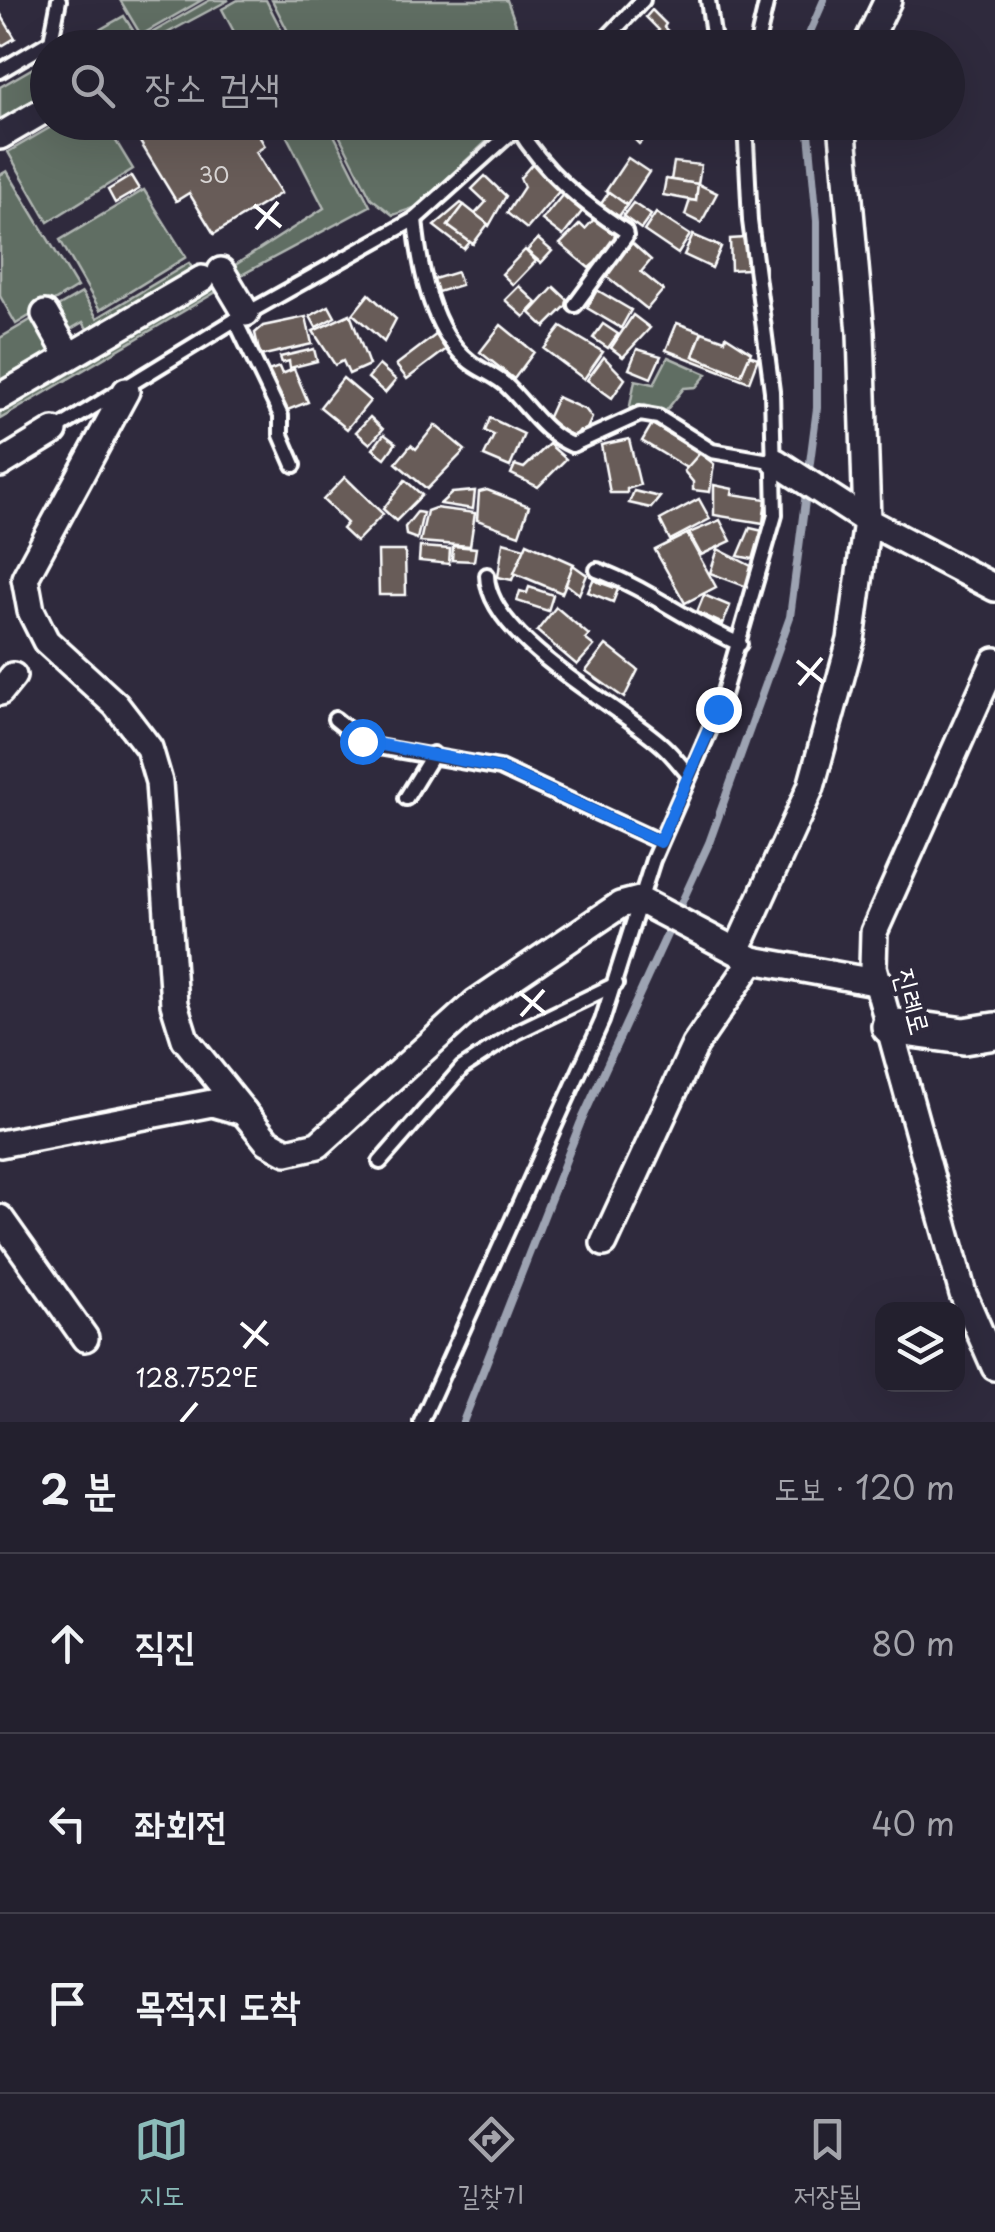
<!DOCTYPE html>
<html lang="ko">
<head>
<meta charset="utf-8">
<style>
  :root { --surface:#23202e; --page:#2b2836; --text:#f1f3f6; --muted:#a3a3aa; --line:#403e4a; --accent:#8bbbb9 }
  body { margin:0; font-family:"Playpen Sans","Poor Story",sans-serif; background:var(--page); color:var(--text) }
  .controls { position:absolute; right:30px; bottom:30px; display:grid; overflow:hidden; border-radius:20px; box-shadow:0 10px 40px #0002 }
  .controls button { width:90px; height:90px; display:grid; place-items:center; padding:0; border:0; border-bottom:2px solid var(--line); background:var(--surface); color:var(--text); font:50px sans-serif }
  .stop { position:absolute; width:30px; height:30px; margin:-22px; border:8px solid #1a73e8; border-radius:50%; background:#fff }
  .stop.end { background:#1a73e8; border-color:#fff; box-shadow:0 2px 10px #0008 }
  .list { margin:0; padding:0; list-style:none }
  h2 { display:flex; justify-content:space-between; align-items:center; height:130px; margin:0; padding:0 40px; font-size:42px }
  h2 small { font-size:32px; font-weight:400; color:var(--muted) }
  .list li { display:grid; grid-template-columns:65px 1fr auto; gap:30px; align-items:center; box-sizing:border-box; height:180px; padding:0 40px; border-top:2px solid var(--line) }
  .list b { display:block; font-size:38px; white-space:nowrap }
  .list em { font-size:32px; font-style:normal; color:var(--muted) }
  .icon { flex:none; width:55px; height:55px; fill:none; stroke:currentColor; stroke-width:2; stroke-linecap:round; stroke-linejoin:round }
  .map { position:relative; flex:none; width:995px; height:1422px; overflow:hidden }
  .search { position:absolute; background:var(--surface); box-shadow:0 10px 40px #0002; left:30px; right:30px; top:30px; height:110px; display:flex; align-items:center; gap:25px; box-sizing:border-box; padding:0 35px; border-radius:55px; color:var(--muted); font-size:38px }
  .sheet { height:670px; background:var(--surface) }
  nav { display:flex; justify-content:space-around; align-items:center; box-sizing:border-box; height:140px; border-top:2px solid var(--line); background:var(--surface); font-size:28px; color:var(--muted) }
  nav a { display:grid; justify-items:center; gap:5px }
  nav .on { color:var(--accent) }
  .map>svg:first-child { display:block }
  .green { fill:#606e64; stroke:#b0b6b2; stroke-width:2.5 }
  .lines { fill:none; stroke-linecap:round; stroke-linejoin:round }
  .stream { stroke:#9da3b2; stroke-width:8 }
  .building { fill:#685c58; stroke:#fff; stroke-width:2.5 }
  .lane-casing { stroke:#fff; stroke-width:20 }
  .street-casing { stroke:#fff; stroke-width:32 }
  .secondary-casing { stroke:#fff; stroke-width:42 }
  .lane { stroke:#2f2a3d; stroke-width:12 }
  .street { stroke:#2f2a3d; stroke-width:25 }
  .secondary { stroke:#2f2a3d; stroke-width:35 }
  .route { stroke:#1a73e8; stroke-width:12 }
  .ticks { fill:none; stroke:#fff; stroke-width:4 }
  .labels { text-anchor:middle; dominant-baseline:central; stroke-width:9; stroke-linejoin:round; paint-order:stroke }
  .number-label { font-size:22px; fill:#d9d6d5 }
  .street-label { font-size:28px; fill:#fff; stroke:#2f2a3d }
  .ticks-label { font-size:25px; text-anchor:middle; fill:#fff; stroke:#2f2a3d; stroke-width:9; stroke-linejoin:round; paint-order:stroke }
</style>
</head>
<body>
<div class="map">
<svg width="995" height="1422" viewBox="0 0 995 1422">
  <rect width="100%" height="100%" fill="#2f2a3d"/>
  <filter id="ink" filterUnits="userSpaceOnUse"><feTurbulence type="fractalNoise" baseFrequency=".01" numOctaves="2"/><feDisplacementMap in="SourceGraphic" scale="20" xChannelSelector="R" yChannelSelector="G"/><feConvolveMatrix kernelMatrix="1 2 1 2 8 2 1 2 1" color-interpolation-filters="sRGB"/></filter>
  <g filter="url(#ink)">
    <g class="green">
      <path d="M120 0H202L141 35Z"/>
      <path d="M210 0H229L141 47H69L124 16 139 40Z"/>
      <path d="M238 0H266L290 47H242L222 9Z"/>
      <path d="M272 0H507L524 47H296Z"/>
      <path d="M47 60V98L0 124V87Z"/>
      <path d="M58 123H105L133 169 48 222 8 152Z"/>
      <path d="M280 123H328L370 206 234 279 229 269 324 208Z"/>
      <path d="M333 123H506L417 207 393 215 371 198Z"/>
      <path d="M7 171 77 287 16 324 0 296V175Z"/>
      <path d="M144 190 186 257 100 310 60 240Z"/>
      <path d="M189 263 196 275 92 337 83 322 62 334 49 312 82 293 97 318Z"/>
      <path d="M210 281 216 292 0 419V404Z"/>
      <path d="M39 315 62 355 0 390V338Z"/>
      <path d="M668 357 707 374 696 387 684 388 665 412 645 405 629 411 635 380 654 384Z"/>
    </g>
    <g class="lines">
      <g class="stream">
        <path d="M803 48 824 0"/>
        <path d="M463 1422 580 1124 709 843 790 617 817 408V221L808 122"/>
      </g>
    </g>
    <g class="building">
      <path d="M652 10 666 24 664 27 684 48H643L659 30 646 17Z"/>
      <path d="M0 13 15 38 0 47Z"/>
      <path d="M128 122H251L265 146 256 152 281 193 214 234 189 193 176 201Z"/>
      <path d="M624 122H660L639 144 621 126Z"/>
      <path d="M628 158 649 172 627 205 606 191Z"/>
      <path d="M674 162 701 165 698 184 671 180Z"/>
      <path d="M533 163 562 188 527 229 507 213 524 187 520 178Z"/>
      <path d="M131 176 139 189 115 203 108 190Z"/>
      <path d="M485 176 506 196 489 226 475 214 486 202 472 189Z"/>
      <path d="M666 179 698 184 696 201 663 195Z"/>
      <path d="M698 184 717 193 701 223 685 215 690 200 696 201Z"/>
      <path d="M609 192 627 205 617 219 599 207Z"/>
      <path d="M564 193 584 209 563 236 542 220Z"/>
      <path d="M461 203 464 205 448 226 470 242 464 249 434 226Z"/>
      <path d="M633 203 651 215 641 229 623 216Z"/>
      <path d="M464 205 488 224 473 244 448 226Z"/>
      <path d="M656 213 690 235 678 254 644 231Z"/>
      <path d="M598 215 620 236 613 242 616 245 589 268 560 244 580 224 585 229Z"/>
      <path d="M693 235 721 247 712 268 684 255Z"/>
      <path d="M745 238 747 269 731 270 730 239Z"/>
      <path d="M538 239 552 251 541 263 527 251Z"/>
      <path d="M632 243 651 260 641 272 663 290 647 309 605 275Z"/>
      <path d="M525 250 536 261 513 285 502 274Z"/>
      <path d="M457 272 461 285 438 292 434 279Z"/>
      <path d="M519 286 537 303 524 317 505 300Z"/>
      <path d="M554 287 570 302 545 327 530 313Z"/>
      <path d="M597 290 631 310 621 328 587 308Z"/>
      <path d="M369 294 396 319 384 342 353 314Z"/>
      <path d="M329 306 335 317 316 327 310 316Z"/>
      <path d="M350 314 369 365 349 374 343 361 335 365 313 331Z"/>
      <path d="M633 315 650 328 623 357 611 348Z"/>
      <path d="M306 317 312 344 260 356 255 333 263 326Z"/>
      <path d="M677 323 702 332 693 356 741 375 749 355 758 358 749 382 666 350Z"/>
      <path d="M603 324 618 334 608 348 593 338Z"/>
      <path d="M501 325 534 352 514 379 480 352Z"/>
      <path d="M561 327 603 352 584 379 544 349Z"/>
      <path d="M702 332 725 340 726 336 751 352 741 375 693 356Z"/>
      <path d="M437 334 448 348 407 379 396 365Z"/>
      <path d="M314 349 317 361 290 368 289 361 282 363 280 357Z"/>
      <path d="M637 349 661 356 651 378 629 369Z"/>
      <path d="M604 357 625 379 612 398 587 380Z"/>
      <path d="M379 365 396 380 385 393 368 378Z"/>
      <path d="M279 367 282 374 294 369 308 402 285 411 268 371Z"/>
      <path d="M343 378 370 401 347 429 320 407Z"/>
      <path d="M557 397 586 410 592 418 585 433 579 431 576 437 552 426 547 419Z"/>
      <path d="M370 417 383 429 370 444 356 432Z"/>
      <path d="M490 418 524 434 510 467 484 456 494 435 485 431Z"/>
      <path d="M652 424 700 453 690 470 642 441Z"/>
      <path d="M435 425 465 450 427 489 396 463 411 445 416 449Z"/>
      <path d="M384 434 396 443 385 458 373 449Z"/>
      <path d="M629 439 640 485 627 489V493H610L601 445Z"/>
      <path d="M549 444 566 459 538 487 511 474 515 465 524 468Z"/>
      <path d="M700 453 714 464 710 492 693 490V482L684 471Z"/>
      <path d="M345 477 383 514 356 542 342 529 347 523 323 500Z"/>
      <path d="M405 480 422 495 396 521 383 509Z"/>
      <path d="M714 485 733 489 732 494 766 499 763 523 714 515Z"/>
      <path d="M487 490 529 506 519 535 477 520 479 492Z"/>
      <path d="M475 491 473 509 440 504 452 493Z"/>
      <path d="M634 491 660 497 651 508 629 503Z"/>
      <path d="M699 499 710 519 670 540 660 520Z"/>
      <path d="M435 508 475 513 470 546 420 542 427 511Z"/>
      <path d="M417 512 423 513 417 539 406 535 405 527Z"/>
      <path d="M720 520 731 541 701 555 689 533Z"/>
      <path d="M750 528 763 531 758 560 738 556Z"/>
      <path d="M687 534 716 587 685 603 655 550Z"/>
      <path d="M503 542 525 548 512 580 498 577Z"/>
      <path d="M527 543 574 564 562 593 514 573Z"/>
      <path d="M453 546 476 548 474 561 452 560Z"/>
      <path d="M420 547 450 549 449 564 419 561Z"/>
      <path d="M718 549 755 568 747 587 710 573Z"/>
      <path d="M378 551H405L406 595H379Z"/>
      <path d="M573 565 587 575 579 594 566 584Z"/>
      <path d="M593 580 618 589 613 602 588 592Z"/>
      <path d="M529 587 553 595 548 611 517 601 520 591 527 593Z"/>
      <path d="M704 595 730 606 723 624 697 612Z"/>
      <path d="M556 607 589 635 585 639 594 646 577 665 537 631Z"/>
      <path d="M606 645 638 670 624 698 586 671Z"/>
    </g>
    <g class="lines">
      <defs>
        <g id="lane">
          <path d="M708 0 715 48"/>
          <path d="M597 48 643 0"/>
          <path d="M756 48 767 0"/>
          <path d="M0 71 51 41 59 0"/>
          <path d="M517 127C544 172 582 203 625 231L626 236 575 305"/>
          <path d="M415 219C419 264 431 332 470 362 483 372 498 376 509 388 530 409 544 433 572 445L640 414 658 417 712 451 776 462"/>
          <path d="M235 320 281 416V435L294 465"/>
          <path d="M54 431 235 320 415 219 523 122"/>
          <path d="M597 570C647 588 690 623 740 644"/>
          <path d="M487 575C488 639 620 706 663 746 673 755 681 766 689 775"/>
          <path d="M335 719 362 741 378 747 500 768 660 842"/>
          <path d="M406 798 433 754"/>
          <path d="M380 1162 462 1068 517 1032 616 984"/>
          <path d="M421 1422 602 1021 653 860 719 709 775 515 772 391 750 221 745 122"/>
        </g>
        <g id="street">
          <path d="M865 48 888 0"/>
          <path d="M0 136 48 108"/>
          <path d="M221 271 246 313"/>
          <path d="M45 314 69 356"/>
          <path d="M126 391 25 578 31 611 46 641 116 705 149 748 159 782 174 1004 185 1039 267 1141 287 1152 318 1145 475 1003 620 905 639 900 753 960 880 983"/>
          <path d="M0 397 202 279"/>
          <path d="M776 462 867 521 995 588"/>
          <path d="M0 464 54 431"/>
          <path d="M995 661 874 932 873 967 963 1294 995 1367"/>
          <path d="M0 692 13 676"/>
          <path d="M738 948 811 787 851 640 867 521 861 333 842 122"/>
          <path d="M0 1144 212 1103 244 1112"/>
          <path d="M0 1218 85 1338"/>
          <path d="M604 1243 695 1045 753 960"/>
        </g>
        <path id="secondary" d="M890 1026 964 1036 995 1031"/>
      </defs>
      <use href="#lane" class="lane-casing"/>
      <use href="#street" class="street-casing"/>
      <use href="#secondary" class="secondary-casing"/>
      <use href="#lane" class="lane"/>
      <use href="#street" class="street"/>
      <use href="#secondary" class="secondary"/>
    </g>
  </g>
  <g class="lines" filter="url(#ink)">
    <path class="route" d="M362 741 500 768 660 842 718 709"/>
  </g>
  <path class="ticks" d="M254 205 281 227M256 229 278 202M797 661 824 683M799 685 822 658M519 992 546 1014M521 1016 544 990M241 1323 268 1345M244 1348 266 1321M181 1422 197 1403"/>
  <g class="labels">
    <g class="number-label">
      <text x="214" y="173">30</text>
    </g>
    <g class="street-label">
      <text transform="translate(914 1001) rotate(75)">진례로</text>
    </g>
  </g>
  <g class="ticks-label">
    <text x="197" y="1387">128.752°E</text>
  </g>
</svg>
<div class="controls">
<button><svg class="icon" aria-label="layers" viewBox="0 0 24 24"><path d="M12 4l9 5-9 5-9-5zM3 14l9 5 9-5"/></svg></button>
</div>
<div class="stop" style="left:362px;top:741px"></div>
<div class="stop end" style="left:718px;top:709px"></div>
<div class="search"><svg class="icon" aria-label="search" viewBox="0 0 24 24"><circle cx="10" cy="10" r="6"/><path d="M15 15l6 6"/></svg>장소 검색</div>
</div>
<section class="sheet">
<h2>2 분<small>도보 · 120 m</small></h2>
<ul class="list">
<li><svg class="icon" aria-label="ahead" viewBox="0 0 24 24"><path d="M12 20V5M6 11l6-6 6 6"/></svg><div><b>직진</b></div><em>80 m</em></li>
<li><svg class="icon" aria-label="left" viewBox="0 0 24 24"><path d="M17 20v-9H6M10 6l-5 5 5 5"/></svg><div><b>좌회전</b></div><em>40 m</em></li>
<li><svg class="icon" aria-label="arrive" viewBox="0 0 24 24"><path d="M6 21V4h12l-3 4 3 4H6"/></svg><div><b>목적지 도착</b></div></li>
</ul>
</section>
<nav>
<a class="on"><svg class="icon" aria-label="map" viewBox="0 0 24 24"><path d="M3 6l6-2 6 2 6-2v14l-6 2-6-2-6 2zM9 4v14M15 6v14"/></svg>지도</a>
<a><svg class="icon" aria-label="directions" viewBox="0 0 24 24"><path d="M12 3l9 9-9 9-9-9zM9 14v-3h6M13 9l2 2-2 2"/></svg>길찾기</a>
<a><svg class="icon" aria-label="saved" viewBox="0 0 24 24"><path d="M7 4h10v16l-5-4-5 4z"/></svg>저장됨</a>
</nav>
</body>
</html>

**Exercise instructions:** Scan the lines above for the word "serif". Return each one that has it.

**Exercise answer:**
  body { margin:0; font-family:"Playpen Sans","Poor Story",sans-serif; background:var(--page); color:var(--text) }
  .controls button { width:90px; height:90px; display:grid; place-items:center; padding:0; border:0; border-bottom:2px solid var(--line); background:var(--surface); color:var(--text); font:50px sans-serif }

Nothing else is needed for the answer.